Likely George Roberts family’s pickle castor.

ROBERTS Family (Click for Family Tree)

So just what IS a pickle castor??

It is a fancy jar for pickles, from back in the day when it was important to set a beautiful table.

Details from (likely) George Roberts family’s pickle castor.

Pickle castors were made of silver or silver-plate, with glass jars about 7″ high to hold pickle spears. The metal frame had a handle for carrying, with a hook for the tongs to use to get a pickle out in a delicate manner. The base was often elaborately decorated, as was the handle and even the tongs of some sets.

Tongs from (likely) George Roberts family’s pickle castor.

Tongs from (likely) George Roberts family’s pickle castor.

The glass jars were most commonly molded in cut glass designs, but more expensive versions used real cut glass. (Many sold today as ‘antiques’ have reproduction jars in them, since that part was often lost to breakage.)

Glass jar from (likely) George Roberts family’s pickle castor.

The Kovel’s Antiques webpage states that, “Castor jars became more ornate each year, and by 1860, they were cathedral-like pieces.” (The handle on this jar definitely is ‘cathedral-like.’) Pickle castors were still popular in 1890, but had gone out of fashion by about 1900.

I believe this pickle castor belonged to the family of George Anthony Roberts and Ella Viola (Daniels) Roberts of Jasper County, Iowa. It was found in the house of their daughter, Edith (Roberts) [McMurray] Luck. If memory serves, it used to be in the old homeplace that Edith’s brother George Anthony Roberts, Jr. lived in while he farmed the land after their parents retired and moved into town. George and Ella married in 1885 in Jasper County, so this could have been a wedding gift. Rural areas change slower in their fashions than in the big cities, so it likely was still popular to have a pickle castor on the table into the early 1900s. There are some dim memories of such pretties in an upper cabinet in that house or another house that Georgie (Jr.) may have lived in. And we know that the Roberts women made fantastic pickles, so it might have been used frequently!

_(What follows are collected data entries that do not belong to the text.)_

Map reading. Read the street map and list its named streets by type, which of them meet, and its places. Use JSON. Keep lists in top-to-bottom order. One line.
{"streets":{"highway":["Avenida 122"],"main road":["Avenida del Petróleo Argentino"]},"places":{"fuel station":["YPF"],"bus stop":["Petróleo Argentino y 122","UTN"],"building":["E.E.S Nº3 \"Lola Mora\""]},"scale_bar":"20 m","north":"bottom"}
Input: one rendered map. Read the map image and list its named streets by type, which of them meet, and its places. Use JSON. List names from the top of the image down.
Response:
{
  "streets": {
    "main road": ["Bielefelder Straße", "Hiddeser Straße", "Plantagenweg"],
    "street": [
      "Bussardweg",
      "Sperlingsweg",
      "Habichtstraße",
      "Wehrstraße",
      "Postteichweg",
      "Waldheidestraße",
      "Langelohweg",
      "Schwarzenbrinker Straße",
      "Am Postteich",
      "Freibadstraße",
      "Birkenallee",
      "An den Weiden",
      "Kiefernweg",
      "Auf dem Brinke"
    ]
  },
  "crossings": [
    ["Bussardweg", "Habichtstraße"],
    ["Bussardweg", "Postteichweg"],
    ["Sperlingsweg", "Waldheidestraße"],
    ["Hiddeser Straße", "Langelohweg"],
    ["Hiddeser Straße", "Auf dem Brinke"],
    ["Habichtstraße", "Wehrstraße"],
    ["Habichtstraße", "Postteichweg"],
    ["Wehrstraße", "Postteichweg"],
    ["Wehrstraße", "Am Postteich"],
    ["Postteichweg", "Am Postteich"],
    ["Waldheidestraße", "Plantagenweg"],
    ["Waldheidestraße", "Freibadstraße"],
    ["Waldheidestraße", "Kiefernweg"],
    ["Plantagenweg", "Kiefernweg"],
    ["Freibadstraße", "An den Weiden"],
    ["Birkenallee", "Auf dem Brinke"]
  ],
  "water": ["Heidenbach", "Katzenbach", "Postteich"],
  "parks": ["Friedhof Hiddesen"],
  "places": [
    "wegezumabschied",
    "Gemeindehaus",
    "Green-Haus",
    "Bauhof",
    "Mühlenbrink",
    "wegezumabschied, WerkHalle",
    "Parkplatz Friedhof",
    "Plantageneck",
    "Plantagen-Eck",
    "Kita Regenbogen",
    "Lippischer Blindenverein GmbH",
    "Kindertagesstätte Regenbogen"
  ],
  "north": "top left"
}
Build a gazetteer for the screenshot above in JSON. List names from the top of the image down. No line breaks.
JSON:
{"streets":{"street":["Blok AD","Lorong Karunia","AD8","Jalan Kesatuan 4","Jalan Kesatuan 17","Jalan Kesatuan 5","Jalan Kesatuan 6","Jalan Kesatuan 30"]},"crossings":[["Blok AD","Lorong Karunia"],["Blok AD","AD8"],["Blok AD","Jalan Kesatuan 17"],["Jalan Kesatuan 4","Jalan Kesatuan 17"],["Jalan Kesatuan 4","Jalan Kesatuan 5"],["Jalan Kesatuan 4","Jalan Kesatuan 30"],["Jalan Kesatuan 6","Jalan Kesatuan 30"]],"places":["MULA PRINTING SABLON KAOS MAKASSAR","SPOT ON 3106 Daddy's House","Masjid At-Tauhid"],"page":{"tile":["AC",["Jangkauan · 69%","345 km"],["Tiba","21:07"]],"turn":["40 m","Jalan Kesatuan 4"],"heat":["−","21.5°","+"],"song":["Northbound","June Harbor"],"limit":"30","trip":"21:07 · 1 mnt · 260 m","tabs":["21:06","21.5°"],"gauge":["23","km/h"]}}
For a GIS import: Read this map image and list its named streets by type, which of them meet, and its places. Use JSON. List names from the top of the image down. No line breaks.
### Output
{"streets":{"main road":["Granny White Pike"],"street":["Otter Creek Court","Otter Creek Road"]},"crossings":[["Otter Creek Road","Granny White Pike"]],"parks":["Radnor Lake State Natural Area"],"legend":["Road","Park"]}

Another possibility is that this belonged to George Sr.’s parents, John Roberts and Elizabeth Ann Murrell Roberts, who married in 1857, when pickle castors were at the height of their popularity. If this is true, and they received it as a wedding gift, it would have travelled by covered wagon from Roseville, Illinois to Jasper County in 1868! They probably wrapped it in cloth scraps that would later be used for mending or quilts, then packed it among clothes and blankets in a box stashed inside the wagon. Elizabeth would have probably feared it would be broken when they arrived, but making the trip intact would have been cause for joy after leaving so many possessions behind.

Of course, this is all conjecture, and Edith may have bought it at an estate sale, where she loved to shop. She would not have gone to the sales for her own home until the mid-1920s, though. Additionally, she was not a woman who enjoyed fancy things, so this does not seem to be the origin of this pickle castor.

The design of this is most likely Aesthetic Victorian- seems a bit flowery to be Eastlake, but expert opinions are welcome.